İnsan tecrübesinin esas unsurları arasında yer alan teolojik yönelişlerin, ortaya çıktıkları çağın özelliklerini yansıtmaları, işin doğasında vardır. Aklın gücünü temel alan ve sınırlarında gezen Rasyonel Teoloji; insan, doğa ve Tanrıyı bir ve aynı hakikatin bir parçası olarak ele alacaktır. Sistemlere karşı, bireyi öne çıkarmak için, onun somut varoluşunu vurgulayan varoluşçuluğun, teolojik açıdan da çeşitli şekillerde, bu durumu dile getirmesi gerekir. Bu bakımdan Rasyonel Teoloji ile Varoluşçu Teoloji arasında bir karşıtlık ilişkisi olduğunu düşünebiliriz. Bu karşıtlık, zaman bakımından olduğundan daha çok teolojiye yaklaşım tarzı, yol ve yöntem bakımından söz konusu olabilir. “Varoluş, özden önce gelir” şeklindeki varoluşçuluğun temel tezinde de bu zıtlığa şahit olmaktayız. Kısaca, tartışmanın kaynağında “varoluş” (existence) ve “öz”(essence) meselesi yatmaktadır.
Şimdi “rasyonel” ve “varoluşçu” kelimelerinden hareketle bu iki teolojik akıma yakından bakalım: Rasyonel kelimesi a) “akıl ilkelerine uygun düşen, anlaşılabilir olan, tutarlılık, basitlik, tamlık, düzen ve mantıksal yapı sergileyen disiplin için kullanılan niteleme, b) aklın varlığı ya da faaliyetiyle belirlenen şey, c) akla ve düşünce yasalarına uygun olan, d) akıl içeren, aklın varlığı ya da faaliyetiyle belirlenen şey” anlamlarında kullanılmaktadır. “Rasyonel” kelimesini sıfat olarak “teoloji” ile ilişkilendirdiğimizde şöyle bir tanım ortaya çıkmaktadır; akıl ilkelerinden hareket eden, düşünce yasalarına uygun olan teoloji (Tanrıbilim). Şimdi de kelimelerin oluşturduğu bu tanım ile kavramsallaştıracağımız “rasyonel teoloji” arasında bir tam uygunluk olup olmadığına bakalım.
Bir terim olarak rasyonel teoloji; “insan, dünya ve Tanrı’yı bir ve aynı realiteye yöneltilmiş üç ayrı bakış açısının objeleri” olarak gören bir tanrıbilimdir . Burada insan, dünya ve Tanrı, akıl çerçevesi içerisinde, aynı potada eritilmektedir.
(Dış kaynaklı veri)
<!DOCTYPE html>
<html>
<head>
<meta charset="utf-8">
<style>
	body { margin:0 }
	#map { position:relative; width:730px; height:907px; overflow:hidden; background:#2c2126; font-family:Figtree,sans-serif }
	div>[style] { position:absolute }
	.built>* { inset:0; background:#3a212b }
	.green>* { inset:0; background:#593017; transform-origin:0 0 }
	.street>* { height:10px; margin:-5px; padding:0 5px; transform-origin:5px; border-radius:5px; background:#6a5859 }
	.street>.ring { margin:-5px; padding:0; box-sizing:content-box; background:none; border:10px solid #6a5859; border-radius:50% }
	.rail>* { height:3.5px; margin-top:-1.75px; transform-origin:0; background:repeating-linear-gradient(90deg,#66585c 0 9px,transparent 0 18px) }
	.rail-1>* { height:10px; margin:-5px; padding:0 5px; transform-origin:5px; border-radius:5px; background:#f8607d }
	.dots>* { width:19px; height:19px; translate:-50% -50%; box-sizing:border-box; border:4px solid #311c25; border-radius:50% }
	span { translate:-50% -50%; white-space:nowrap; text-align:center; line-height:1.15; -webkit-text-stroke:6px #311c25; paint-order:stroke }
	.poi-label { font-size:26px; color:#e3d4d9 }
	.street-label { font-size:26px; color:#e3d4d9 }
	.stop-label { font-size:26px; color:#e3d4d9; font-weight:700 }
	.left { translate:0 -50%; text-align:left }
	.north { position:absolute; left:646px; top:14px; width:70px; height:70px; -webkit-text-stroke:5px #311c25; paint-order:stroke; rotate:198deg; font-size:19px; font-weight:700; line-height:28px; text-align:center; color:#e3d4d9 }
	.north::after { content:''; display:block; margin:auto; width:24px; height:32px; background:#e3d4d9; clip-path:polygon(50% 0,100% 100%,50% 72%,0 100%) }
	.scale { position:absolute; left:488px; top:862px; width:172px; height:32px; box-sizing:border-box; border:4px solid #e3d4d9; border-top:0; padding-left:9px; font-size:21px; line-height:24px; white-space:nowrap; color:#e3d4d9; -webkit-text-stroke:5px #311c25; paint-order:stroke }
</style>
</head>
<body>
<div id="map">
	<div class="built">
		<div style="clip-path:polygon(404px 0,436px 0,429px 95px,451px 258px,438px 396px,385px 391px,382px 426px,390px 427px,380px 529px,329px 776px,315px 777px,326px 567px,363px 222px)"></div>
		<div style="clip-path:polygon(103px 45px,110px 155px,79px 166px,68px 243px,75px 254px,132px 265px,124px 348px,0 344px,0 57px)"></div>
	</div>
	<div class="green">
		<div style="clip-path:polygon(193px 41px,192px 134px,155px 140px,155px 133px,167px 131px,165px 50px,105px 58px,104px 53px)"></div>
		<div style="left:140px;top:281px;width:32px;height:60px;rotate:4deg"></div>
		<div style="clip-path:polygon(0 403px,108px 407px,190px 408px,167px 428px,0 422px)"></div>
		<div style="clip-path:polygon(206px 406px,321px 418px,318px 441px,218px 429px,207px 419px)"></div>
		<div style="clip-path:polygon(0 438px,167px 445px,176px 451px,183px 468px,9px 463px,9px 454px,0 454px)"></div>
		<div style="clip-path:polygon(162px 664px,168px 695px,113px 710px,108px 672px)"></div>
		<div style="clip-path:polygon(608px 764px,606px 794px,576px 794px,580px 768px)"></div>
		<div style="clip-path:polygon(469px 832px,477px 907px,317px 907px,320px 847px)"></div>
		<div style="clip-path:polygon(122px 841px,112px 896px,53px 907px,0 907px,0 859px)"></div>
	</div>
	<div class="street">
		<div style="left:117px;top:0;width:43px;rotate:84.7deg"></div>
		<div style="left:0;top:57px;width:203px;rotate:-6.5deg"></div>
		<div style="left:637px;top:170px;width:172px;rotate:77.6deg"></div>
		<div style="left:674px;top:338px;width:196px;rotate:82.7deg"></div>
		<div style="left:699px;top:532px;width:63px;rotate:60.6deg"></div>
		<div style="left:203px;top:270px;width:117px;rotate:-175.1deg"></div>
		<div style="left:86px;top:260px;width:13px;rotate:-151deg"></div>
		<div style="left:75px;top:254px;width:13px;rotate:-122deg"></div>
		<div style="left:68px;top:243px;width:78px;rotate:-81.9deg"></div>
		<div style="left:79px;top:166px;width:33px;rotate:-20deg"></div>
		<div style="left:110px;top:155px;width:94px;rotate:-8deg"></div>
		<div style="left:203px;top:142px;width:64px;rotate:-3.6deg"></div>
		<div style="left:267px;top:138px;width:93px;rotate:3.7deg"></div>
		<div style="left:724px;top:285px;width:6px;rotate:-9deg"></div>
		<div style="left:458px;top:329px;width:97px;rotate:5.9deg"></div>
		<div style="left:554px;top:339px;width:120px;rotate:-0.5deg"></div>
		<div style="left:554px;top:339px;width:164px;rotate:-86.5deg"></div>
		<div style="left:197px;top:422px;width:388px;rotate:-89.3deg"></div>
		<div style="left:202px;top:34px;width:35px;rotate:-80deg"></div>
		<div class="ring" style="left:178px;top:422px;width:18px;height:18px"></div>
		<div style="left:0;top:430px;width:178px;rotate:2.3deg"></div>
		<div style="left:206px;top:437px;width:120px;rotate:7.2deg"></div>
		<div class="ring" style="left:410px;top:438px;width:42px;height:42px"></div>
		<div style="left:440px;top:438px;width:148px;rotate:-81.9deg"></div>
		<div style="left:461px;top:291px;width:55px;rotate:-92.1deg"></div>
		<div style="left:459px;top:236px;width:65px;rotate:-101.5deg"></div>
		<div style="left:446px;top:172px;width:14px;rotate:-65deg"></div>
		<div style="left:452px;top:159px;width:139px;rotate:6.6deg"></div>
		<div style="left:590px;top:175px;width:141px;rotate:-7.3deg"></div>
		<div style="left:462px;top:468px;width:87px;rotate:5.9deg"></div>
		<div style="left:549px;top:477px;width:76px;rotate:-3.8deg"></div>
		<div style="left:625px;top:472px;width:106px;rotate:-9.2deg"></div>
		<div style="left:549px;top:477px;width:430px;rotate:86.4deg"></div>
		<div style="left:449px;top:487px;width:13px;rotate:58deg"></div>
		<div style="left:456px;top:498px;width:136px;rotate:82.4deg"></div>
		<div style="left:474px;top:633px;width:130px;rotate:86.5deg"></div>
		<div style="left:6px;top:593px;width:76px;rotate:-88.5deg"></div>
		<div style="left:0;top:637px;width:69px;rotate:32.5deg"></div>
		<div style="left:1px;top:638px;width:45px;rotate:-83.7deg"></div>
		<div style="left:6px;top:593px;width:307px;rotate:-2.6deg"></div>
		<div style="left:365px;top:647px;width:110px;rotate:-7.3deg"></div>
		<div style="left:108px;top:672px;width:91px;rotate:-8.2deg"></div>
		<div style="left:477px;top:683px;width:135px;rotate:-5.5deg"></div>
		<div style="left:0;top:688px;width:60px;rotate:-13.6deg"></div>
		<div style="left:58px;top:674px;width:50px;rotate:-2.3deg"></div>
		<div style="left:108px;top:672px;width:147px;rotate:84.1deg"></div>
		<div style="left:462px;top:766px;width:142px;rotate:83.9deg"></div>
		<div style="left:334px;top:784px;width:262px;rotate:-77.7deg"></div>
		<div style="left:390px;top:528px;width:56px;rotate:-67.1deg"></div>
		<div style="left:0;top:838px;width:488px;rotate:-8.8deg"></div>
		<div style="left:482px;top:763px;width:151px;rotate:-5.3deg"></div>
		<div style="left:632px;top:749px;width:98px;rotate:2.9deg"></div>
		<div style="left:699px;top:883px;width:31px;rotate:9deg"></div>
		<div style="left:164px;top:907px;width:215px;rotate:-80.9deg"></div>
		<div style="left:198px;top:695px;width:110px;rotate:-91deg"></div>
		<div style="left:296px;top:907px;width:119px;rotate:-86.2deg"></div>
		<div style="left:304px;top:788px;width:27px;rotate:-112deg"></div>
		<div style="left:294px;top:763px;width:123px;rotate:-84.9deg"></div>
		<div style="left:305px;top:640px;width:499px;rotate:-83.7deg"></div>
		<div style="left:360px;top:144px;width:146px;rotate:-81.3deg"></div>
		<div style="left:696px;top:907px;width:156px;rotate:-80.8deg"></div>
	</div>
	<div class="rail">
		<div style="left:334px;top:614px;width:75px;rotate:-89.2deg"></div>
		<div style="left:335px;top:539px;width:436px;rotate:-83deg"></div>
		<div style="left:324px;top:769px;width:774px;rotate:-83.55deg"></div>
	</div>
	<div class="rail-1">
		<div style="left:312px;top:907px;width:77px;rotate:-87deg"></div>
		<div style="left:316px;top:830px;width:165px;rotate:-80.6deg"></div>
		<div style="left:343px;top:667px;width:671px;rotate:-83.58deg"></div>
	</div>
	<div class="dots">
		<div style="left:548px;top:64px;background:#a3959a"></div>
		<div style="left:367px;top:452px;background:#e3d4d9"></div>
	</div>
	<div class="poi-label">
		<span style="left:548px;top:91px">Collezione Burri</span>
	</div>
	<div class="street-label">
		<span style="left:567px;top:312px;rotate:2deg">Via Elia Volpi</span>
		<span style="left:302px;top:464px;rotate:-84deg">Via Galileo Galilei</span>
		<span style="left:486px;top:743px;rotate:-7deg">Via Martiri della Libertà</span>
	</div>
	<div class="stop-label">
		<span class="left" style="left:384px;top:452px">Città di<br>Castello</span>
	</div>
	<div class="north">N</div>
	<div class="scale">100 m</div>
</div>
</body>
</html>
Ortak nokta, ‘akıl gerçekliğidir’.
Bir teolojik yöneliş olarak rasyonel teolojinin köklerini en eski zamanlara kadar götürülebilir. Rasyonalizmin genel serüveni ile rasyonel teolojinin hikâyesi bir ve aynı noktadan hareket etmektedir: Ussal kategoriler. Grek düşüncesinden başlayıp orta çağlar ve modern dönem boyunca rasyonel teolojiye rastlamak mümkündür. Rasyonalizm, Latince ratio kelimesinden dilimize geçmiştir. Her dönemde rasyonalist filozoflara rastlamak mümkündür. Ancak en meşhurları: Descartes, Spinoza ve Leibnizdir.
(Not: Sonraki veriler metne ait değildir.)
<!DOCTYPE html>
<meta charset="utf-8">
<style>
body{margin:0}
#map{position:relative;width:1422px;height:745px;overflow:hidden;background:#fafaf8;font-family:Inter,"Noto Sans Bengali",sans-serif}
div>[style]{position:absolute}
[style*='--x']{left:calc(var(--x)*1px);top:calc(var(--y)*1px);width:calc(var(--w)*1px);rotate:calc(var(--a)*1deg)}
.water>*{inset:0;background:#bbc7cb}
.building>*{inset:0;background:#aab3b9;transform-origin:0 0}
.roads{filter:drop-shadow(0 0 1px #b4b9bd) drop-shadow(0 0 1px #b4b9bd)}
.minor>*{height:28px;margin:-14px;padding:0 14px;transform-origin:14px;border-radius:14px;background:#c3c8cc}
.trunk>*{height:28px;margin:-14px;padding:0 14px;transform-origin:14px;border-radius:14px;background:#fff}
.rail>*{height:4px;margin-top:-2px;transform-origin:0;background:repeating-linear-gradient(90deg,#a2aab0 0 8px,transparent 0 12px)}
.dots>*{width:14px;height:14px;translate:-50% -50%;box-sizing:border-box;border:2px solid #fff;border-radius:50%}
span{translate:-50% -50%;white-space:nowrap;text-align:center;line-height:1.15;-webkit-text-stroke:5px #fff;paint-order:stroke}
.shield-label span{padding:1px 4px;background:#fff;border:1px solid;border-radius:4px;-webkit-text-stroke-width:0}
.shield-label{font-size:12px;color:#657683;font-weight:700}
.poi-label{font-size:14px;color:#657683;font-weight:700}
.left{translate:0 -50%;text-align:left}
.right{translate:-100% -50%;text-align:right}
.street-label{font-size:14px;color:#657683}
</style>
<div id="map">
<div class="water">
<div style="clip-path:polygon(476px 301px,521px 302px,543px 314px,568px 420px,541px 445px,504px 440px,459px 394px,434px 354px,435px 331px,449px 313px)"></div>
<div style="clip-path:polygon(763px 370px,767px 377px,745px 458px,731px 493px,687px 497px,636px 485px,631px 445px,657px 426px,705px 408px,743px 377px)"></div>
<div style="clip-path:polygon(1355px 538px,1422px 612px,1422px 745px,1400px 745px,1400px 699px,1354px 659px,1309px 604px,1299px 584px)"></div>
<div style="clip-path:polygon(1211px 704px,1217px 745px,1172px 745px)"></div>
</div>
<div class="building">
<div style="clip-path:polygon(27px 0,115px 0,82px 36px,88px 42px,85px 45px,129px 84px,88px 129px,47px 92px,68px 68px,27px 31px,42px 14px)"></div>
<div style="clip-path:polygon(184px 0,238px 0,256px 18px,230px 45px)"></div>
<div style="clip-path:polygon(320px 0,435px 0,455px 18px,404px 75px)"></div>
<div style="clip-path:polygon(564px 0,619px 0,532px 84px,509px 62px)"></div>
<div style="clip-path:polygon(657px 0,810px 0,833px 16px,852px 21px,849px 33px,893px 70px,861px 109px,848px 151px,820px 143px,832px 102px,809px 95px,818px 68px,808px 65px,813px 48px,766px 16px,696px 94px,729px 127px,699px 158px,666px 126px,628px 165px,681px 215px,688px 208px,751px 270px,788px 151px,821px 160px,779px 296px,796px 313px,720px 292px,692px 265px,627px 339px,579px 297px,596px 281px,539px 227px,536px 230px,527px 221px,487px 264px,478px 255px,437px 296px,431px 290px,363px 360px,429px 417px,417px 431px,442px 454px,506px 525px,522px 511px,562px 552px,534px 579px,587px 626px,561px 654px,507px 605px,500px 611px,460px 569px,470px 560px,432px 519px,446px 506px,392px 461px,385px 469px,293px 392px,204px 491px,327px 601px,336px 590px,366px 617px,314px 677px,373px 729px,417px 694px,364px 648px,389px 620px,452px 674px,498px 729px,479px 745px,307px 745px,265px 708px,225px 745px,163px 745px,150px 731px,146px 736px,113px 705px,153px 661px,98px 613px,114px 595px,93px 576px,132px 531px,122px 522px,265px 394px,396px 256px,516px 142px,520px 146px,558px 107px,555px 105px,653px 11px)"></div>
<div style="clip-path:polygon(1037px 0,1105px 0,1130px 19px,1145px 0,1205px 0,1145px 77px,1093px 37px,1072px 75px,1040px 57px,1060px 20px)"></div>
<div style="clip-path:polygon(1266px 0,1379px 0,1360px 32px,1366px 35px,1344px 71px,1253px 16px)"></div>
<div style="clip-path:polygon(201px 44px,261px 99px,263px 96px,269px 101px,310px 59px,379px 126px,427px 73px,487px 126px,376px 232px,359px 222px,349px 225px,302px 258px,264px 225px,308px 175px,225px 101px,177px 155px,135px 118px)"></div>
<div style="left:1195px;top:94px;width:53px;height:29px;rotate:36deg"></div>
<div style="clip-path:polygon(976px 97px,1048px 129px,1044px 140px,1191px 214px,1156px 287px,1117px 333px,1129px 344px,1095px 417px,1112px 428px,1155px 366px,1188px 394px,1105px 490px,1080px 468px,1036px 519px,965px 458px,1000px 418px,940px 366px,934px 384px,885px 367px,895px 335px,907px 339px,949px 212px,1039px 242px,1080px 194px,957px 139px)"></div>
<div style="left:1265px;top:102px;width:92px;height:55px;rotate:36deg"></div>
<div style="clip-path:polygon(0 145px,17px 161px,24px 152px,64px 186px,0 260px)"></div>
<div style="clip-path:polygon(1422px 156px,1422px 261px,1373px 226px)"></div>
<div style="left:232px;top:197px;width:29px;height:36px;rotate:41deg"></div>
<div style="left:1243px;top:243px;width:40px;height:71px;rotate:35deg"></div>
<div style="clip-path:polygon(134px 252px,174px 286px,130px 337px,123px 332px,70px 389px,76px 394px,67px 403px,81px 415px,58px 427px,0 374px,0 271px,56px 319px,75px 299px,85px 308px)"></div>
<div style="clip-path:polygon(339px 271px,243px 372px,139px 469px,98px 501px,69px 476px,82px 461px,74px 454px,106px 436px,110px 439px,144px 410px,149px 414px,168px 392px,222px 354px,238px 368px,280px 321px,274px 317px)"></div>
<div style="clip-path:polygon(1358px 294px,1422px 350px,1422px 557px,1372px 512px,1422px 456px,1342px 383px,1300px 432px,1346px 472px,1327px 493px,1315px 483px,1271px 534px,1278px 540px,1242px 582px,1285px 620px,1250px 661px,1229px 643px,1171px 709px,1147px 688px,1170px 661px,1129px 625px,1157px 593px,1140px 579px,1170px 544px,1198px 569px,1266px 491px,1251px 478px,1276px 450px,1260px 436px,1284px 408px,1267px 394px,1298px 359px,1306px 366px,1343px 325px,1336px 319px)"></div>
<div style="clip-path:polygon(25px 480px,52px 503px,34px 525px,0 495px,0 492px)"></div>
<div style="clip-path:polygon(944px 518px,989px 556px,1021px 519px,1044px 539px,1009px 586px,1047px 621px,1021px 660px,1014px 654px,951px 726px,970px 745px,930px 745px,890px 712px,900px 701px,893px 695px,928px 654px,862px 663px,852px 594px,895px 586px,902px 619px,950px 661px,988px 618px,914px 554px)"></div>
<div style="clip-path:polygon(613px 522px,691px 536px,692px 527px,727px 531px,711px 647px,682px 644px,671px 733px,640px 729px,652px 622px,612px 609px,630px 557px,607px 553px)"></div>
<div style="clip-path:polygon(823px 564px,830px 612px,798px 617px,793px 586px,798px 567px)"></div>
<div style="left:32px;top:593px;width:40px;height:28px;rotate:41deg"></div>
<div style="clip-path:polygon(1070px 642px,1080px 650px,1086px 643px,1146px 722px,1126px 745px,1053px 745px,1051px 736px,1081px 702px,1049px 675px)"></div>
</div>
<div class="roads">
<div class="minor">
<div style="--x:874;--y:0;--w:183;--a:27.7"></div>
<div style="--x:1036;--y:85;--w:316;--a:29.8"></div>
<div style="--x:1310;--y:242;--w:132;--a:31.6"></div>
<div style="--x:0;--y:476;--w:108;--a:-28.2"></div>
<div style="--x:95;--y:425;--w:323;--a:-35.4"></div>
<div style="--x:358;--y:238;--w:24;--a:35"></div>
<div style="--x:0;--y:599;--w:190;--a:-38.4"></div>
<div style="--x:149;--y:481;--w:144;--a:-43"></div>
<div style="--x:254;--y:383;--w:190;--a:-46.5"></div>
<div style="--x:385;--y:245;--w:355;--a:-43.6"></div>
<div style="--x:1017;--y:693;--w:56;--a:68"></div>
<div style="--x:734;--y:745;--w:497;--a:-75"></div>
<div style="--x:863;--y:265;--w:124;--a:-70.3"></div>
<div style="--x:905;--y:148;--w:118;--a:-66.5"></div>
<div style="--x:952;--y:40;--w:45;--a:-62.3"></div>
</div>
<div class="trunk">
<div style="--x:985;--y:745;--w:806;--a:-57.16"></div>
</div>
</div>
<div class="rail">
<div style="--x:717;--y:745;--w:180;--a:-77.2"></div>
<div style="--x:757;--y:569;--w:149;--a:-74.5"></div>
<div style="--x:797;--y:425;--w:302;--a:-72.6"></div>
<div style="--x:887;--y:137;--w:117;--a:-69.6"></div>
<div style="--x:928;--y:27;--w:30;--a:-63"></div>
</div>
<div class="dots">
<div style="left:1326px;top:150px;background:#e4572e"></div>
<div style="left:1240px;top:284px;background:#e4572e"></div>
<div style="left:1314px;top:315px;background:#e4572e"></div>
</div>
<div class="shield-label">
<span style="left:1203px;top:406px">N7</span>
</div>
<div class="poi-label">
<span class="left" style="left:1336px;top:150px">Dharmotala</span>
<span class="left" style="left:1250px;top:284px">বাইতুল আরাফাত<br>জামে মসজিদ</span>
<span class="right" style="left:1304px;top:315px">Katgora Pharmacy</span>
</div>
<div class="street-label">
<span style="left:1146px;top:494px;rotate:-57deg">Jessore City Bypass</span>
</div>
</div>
İrrasyonalizmin karşıtı olarak rasyonalizm; akla, zihinsel muhakemenin realitesine, kanıt gücüne inanmaktır. Ayrıca rasyonalizm, a priori olarak bilginin kaynağının akıldan kaynaklandığını söyleyen düşüncedir. Bu anlamda “deneyciliğin” karşıtıdır. Yani bilgide genel –geçer olma ve zorunluluk noktasına, deneyden değil ancak aklın kendisinden kalkarak varılabilir. Ya da akılda doğuştan(a priori) var olan yeti sayesinde, mutlak evrensellik ve zorunluluk ilkelerine bu muhakeme ile ulaşılır. Doğanın yanında insan da Tanrı da bir bilgi objesi olmuş olur.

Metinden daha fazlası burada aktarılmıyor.